*** Opening Record excerpts ***

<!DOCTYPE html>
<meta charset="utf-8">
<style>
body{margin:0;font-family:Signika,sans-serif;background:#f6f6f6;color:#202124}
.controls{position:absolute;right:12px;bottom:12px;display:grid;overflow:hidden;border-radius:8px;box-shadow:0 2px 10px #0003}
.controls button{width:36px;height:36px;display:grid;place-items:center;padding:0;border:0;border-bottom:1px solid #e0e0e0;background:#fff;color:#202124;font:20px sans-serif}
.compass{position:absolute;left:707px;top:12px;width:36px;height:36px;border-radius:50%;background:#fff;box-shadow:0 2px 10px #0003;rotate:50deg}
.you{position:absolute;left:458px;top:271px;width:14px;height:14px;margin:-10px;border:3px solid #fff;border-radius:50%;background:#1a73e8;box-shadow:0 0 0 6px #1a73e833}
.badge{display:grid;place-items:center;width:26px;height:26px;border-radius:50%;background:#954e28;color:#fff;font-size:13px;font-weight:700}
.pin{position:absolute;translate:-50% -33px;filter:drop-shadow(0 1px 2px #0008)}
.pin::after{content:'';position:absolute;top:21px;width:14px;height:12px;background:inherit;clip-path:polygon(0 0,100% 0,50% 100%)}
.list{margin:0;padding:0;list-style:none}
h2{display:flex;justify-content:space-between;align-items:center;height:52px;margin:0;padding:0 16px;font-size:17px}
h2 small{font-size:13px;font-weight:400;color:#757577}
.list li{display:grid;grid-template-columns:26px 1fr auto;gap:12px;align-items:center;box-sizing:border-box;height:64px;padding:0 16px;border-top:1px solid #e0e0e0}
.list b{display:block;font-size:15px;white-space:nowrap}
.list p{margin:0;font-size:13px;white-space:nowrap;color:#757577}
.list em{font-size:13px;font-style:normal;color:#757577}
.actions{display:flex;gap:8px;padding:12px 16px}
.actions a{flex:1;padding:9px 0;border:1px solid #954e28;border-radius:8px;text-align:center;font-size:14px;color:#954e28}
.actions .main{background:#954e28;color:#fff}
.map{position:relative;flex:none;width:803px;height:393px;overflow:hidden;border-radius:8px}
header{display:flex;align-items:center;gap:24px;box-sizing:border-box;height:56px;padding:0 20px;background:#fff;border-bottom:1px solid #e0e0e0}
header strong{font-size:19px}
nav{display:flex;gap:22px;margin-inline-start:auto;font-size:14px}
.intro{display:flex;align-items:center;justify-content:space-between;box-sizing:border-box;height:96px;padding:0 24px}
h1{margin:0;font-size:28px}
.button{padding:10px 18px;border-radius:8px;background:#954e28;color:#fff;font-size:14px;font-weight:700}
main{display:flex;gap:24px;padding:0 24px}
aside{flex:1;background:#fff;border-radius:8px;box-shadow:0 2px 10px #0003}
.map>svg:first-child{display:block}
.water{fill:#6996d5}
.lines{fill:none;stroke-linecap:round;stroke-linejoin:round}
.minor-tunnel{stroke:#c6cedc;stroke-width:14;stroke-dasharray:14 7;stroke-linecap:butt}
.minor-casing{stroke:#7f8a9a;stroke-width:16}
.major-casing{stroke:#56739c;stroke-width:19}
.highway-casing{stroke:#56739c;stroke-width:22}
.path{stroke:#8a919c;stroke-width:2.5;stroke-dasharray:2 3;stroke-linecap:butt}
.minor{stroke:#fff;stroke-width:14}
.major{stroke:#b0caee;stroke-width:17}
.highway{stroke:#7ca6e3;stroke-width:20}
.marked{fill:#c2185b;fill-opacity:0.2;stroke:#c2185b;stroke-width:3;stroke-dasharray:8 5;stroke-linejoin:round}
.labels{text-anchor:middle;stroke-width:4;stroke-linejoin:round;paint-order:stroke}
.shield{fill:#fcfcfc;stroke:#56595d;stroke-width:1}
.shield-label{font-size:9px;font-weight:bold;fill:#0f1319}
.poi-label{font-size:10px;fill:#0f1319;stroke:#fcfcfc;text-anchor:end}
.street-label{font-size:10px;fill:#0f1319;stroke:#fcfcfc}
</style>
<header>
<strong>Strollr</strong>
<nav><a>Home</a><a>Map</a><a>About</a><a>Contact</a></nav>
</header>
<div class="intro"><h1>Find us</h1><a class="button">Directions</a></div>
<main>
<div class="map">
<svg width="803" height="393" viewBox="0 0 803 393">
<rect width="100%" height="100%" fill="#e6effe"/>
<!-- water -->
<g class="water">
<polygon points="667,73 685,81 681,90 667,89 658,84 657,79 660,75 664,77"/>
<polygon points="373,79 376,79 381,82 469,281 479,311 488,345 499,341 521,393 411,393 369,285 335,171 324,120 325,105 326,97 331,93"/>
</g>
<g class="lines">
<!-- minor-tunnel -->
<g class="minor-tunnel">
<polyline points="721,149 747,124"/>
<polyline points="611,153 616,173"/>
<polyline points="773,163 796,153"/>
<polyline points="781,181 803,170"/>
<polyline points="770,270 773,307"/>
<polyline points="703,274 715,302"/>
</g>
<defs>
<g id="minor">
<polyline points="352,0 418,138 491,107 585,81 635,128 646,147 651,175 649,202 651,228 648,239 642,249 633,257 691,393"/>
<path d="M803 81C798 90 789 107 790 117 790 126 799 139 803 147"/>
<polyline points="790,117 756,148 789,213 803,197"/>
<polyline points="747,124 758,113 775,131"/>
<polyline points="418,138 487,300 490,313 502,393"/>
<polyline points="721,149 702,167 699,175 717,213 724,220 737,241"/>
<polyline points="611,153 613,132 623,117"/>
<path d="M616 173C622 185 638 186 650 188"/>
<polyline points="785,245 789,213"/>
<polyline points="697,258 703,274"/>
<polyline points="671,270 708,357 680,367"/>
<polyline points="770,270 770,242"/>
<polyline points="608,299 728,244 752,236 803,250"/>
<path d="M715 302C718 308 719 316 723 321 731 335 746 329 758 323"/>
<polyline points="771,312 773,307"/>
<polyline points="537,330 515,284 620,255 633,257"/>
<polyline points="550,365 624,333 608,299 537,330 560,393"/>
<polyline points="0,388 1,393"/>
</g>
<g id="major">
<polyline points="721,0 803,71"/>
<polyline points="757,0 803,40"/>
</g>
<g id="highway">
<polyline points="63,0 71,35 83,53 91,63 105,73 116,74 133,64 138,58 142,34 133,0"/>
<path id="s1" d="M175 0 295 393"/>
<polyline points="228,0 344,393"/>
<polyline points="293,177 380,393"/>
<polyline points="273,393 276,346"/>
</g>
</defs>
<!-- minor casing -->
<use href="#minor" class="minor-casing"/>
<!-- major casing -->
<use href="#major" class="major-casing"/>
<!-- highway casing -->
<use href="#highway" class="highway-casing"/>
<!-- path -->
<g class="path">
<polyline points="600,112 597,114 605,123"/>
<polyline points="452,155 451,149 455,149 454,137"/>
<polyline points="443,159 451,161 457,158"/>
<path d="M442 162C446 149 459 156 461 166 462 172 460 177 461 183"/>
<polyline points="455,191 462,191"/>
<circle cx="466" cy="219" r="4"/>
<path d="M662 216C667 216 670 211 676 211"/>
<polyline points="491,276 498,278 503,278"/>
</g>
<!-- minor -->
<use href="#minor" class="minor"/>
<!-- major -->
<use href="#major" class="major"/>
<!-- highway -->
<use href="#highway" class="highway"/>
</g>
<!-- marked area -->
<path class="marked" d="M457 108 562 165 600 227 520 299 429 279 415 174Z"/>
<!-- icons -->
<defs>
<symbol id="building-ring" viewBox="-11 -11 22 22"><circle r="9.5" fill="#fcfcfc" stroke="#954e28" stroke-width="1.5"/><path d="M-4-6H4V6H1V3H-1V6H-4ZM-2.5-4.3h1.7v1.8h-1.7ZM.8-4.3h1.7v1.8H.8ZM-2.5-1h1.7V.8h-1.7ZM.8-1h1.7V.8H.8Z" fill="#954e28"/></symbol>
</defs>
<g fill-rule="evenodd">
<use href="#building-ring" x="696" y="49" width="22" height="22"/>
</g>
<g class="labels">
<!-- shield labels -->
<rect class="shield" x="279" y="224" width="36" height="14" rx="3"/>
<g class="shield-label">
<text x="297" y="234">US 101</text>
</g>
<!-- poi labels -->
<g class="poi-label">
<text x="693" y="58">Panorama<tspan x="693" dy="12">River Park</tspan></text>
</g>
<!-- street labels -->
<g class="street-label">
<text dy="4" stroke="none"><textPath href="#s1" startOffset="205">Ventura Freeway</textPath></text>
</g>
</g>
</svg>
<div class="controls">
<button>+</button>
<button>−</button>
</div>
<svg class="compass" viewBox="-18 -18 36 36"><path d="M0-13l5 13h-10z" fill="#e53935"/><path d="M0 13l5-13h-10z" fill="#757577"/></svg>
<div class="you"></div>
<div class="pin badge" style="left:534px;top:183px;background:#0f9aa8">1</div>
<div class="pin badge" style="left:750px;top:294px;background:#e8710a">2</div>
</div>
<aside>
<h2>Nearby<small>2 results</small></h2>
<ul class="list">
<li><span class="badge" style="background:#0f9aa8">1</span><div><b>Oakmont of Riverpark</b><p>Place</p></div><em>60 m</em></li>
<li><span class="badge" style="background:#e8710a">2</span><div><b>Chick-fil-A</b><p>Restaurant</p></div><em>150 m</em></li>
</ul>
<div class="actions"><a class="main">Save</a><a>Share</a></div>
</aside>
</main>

*** Closing Record excerpts ***

Task instructions —
All lines in the records that contain "bottom" are to be copied and returned.

Expected answer —
.controls{position:absolute;right:12px;bottom:12px;display:grid;overflow:hidden;border-radius:8px;box-shadow:0 2px 10px #0003}
.controls button{width:36px;height:36px;display:grid;place-items:center;padding:0;border:0;border-bottom:1px solid #e0e0e0;background:#fff;color:#202124;font:20px sans-serif}
header{display:flex;align-items:center;gap:24px;box-sizing:border-box;height:56px;padding:0 20px;background:#fff;border-bottom:1px solid #e0e0e0}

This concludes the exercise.